:: The problem ::
Going through the entries below, count each line that holds "numOctaves" and give only the total.

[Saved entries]
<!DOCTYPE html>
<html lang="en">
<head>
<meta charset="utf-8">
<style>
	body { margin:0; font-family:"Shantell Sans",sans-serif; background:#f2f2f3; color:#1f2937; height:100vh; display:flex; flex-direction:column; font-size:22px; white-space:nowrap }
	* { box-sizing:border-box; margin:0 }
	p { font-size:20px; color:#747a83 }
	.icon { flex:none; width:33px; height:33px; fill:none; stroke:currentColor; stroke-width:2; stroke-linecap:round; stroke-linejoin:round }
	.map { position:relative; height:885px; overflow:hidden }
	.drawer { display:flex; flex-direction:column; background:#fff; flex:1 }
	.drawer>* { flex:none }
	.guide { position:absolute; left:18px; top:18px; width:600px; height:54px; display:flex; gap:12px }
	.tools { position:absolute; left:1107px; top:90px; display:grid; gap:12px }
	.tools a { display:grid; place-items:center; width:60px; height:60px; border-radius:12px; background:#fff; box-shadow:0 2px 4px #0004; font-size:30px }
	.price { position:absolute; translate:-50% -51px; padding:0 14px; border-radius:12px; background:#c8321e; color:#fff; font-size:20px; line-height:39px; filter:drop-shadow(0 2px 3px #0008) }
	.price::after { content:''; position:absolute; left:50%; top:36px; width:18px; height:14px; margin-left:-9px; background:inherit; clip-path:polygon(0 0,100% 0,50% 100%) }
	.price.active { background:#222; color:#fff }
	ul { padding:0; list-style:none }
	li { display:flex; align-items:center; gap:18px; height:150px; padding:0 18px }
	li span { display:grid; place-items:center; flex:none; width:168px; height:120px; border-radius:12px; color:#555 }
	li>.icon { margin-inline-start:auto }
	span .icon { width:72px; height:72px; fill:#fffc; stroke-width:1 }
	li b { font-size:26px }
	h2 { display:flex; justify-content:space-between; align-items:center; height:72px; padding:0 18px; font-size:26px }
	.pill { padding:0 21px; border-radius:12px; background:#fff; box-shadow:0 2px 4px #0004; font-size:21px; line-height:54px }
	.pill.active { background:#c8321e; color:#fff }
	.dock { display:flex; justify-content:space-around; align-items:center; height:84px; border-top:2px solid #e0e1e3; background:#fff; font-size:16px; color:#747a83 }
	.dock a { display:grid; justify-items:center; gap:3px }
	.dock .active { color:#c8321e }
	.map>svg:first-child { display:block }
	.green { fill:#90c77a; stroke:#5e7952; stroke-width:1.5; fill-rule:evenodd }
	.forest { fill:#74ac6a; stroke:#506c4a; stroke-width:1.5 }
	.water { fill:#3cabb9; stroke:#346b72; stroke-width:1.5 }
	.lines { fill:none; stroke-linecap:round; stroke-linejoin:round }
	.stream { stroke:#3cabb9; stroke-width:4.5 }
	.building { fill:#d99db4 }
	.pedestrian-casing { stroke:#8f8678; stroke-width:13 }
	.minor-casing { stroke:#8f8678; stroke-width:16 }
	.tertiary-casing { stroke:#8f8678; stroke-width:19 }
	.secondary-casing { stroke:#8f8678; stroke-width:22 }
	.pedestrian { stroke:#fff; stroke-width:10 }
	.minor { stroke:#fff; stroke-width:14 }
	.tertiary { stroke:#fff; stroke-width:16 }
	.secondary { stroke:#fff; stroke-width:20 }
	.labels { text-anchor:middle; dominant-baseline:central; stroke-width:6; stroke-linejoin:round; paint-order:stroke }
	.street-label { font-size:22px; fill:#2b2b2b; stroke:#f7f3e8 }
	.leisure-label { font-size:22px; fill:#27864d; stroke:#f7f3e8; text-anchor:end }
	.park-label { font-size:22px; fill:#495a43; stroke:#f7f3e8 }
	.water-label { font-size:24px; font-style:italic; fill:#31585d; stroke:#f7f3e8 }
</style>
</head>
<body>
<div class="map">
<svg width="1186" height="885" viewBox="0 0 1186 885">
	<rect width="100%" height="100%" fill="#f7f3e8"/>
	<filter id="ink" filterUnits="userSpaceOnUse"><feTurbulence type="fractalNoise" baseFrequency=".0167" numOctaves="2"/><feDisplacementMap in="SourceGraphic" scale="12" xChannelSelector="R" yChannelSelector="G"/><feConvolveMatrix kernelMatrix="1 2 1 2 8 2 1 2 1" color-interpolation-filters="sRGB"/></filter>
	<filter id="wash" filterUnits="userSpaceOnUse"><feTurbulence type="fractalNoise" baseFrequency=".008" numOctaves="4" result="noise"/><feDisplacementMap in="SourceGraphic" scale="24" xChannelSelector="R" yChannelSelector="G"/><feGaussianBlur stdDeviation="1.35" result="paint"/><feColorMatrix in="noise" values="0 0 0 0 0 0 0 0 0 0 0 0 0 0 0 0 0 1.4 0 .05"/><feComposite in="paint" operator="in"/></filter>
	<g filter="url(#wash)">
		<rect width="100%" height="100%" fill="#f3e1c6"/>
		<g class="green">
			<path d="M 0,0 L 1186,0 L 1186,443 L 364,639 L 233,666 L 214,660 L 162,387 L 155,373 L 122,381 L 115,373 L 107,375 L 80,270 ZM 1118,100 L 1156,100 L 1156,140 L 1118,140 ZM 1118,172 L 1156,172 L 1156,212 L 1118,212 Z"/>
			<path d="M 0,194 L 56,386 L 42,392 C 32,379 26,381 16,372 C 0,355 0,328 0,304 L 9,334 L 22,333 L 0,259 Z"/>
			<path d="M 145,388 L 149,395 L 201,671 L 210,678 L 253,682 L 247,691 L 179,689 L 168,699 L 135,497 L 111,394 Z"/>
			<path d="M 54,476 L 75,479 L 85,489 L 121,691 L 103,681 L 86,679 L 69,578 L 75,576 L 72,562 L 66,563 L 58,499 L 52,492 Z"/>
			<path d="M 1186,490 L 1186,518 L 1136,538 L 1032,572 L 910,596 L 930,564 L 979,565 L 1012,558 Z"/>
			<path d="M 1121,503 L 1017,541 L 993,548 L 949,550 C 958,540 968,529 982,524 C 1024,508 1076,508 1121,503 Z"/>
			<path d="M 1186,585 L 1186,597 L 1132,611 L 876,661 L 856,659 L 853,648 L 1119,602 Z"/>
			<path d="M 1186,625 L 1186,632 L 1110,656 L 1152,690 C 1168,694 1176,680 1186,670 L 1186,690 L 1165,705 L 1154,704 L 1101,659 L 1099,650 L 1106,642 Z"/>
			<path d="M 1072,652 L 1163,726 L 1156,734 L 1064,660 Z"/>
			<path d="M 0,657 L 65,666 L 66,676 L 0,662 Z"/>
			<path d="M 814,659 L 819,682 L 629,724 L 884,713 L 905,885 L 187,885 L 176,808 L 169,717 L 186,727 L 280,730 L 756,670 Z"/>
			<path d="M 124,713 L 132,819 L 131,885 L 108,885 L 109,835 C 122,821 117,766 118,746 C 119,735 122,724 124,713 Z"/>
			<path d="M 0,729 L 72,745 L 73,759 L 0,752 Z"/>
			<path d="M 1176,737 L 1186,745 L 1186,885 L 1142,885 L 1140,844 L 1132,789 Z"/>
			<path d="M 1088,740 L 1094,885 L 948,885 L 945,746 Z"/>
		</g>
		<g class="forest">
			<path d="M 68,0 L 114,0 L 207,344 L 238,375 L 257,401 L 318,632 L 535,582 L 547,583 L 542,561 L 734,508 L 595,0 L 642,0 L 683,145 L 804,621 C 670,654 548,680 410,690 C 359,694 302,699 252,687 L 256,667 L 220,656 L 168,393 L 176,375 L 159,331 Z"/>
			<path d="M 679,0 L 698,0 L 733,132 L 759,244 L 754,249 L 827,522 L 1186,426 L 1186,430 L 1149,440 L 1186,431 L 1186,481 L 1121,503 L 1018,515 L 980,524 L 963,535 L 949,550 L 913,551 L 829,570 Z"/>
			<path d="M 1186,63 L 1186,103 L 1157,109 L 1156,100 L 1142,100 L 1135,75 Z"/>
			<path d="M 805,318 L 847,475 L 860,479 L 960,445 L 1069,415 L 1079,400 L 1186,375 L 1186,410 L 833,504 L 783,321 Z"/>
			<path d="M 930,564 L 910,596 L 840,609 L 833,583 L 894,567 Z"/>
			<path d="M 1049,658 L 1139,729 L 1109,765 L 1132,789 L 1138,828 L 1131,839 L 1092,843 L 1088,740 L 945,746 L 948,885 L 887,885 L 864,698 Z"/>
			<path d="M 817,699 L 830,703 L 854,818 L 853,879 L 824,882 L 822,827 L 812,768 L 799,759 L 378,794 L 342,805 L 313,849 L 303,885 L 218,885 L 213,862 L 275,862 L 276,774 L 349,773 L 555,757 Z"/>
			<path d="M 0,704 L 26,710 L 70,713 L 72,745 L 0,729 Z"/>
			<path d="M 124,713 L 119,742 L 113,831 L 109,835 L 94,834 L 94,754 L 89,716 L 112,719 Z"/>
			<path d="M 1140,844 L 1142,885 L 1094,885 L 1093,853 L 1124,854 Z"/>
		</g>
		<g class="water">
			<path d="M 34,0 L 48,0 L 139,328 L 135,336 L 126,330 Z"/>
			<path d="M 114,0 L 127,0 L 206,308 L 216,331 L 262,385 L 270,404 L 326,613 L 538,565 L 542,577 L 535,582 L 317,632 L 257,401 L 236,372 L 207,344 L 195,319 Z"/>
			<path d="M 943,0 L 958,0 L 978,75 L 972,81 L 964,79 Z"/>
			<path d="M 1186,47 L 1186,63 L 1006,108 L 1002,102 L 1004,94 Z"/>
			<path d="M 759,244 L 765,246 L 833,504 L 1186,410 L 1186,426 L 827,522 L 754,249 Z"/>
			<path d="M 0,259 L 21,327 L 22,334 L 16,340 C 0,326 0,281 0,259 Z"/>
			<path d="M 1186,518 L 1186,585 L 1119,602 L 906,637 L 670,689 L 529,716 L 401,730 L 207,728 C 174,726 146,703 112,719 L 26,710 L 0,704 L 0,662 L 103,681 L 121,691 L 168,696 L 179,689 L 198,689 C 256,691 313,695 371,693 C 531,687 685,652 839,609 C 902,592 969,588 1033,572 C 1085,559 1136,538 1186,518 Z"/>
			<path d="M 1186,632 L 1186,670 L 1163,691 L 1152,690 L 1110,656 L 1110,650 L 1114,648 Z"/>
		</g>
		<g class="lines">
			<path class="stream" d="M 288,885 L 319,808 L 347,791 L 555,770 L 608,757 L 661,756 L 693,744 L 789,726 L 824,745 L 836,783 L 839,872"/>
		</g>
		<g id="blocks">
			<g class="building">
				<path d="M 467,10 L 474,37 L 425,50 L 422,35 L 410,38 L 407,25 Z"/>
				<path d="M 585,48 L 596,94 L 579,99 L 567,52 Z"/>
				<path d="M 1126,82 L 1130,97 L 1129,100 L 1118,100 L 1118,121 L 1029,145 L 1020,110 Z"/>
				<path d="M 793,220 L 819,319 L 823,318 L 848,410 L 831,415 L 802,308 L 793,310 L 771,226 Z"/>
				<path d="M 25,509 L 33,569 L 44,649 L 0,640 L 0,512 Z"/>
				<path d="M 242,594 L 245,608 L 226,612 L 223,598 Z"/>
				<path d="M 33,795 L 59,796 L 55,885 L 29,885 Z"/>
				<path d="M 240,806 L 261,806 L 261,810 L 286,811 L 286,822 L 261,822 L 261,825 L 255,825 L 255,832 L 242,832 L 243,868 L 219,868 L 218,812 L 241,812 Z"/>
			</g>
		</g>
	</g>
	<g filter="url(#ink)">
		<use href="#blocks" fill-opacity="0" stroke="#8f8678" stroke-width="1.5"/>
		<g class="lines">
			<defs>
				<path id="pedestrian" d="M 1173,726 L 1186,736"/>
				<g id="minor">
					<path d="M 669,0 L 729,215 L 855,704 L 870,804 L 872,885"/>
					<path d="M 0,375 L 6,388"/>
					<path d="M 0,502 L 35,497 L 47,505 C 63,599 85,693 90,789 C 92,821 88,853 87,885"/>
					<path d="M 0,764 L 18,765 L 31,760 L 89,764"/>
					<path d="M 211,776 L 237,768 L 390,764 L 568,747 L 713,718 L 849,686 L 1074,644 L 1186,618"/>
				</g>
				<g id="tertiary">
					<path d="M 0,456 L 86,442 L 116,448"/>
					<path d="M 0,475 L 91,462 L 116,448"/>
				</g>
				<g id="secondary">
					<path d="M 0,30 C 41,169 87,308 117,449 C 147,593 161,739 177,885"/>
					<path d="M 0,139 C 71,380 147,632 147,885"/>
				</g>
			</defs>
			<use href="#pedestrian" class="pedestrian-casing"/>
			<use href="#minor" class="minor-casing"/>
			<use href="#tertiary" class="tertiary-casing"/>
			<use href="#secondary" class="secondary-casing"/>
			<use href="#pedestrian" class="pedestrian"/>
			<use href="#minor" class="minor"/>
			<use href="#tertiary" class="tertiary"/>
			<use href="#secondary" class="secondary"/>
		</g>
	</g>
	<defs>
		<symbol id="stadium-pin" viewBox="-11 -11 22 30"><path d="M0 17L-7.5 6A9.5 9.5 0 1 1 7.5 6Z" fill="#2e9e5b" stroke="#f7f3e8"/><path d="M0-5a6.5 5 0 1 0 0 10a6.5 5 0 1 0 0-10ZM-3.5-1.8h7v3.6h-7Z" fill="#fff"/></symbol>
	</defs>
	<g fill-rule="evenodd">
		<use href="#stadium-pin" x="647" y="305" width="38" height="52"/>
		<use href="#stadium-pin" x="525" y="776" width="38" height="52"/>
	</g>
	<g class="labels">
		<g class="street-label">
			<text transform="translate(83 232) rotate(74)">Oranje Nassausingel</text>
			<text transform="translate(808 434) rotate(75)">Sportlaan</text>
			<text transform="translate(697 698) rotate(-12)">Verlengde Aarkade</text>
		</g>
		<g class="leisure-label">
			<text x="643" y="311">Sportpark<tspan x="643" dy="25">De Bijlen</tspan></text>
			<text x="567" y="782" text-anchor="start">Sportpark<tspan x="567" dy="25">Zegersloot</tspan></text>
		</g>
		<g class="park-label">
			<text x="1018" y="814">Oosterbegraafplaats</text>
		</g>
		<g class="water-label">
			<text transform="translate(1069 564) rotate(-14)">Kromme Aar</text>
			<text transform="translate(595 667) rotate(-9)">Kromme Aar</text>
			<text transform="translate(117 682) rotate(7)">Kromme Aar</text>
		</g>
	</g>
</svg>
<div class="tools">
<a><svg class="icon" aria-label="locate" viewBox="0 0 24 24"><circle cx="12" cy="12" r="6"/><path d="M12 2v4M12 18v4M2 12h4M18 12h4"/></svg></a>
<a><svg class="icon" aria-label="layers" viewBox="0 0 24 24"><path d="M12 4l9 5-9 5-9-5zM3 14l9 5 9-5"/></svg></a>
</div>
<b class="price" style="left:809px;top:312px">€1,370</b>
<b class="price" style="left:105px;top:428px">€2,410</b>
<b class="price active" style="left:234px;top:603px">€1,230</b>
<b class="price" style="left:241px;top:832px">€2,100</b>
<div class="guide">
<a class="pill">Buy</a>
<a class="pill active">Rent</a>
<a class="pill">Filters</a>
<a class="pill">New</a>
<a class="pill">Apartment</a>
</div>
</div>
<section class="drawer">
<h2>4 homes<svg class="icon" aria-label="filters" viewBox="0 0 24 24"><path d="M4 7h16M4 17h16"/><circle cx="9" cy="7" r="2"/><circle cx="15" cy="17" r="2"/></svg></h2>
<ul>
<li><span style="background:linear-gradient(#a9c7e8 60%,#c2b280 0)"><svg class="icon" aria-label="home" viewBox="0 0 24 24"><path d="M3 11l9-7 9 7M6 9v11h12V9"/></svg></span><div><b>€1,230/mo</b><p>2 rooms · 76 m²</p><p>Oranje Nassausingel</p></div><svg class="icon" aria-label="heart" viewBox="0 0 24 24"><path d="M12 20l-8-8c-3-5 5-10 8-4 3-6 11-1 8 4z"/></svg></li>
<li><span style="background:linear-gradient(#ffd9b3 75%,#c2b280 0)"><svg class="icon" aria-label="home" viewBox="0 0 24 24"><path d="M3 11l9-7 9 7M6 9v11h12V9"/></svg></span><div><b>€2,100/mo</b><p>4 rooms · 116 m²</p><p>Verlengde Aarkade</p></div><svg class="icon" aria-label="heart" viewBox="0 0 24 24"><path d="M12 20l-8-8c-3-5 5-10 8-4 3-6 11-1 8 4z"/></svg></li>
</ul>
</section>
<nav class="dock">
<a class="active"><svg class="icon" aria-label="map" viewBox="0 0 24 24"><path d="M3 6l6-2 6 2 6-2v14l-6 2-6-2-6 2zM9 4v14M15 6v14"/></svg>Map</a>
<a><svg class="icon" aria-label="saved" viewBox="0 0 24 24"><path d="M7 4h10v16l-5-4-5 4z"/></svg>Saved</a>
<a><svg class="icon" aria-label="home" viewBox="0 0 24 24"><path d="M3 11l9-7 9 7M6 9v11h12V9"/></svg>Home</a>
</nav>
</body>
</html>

:: Final answer ::
2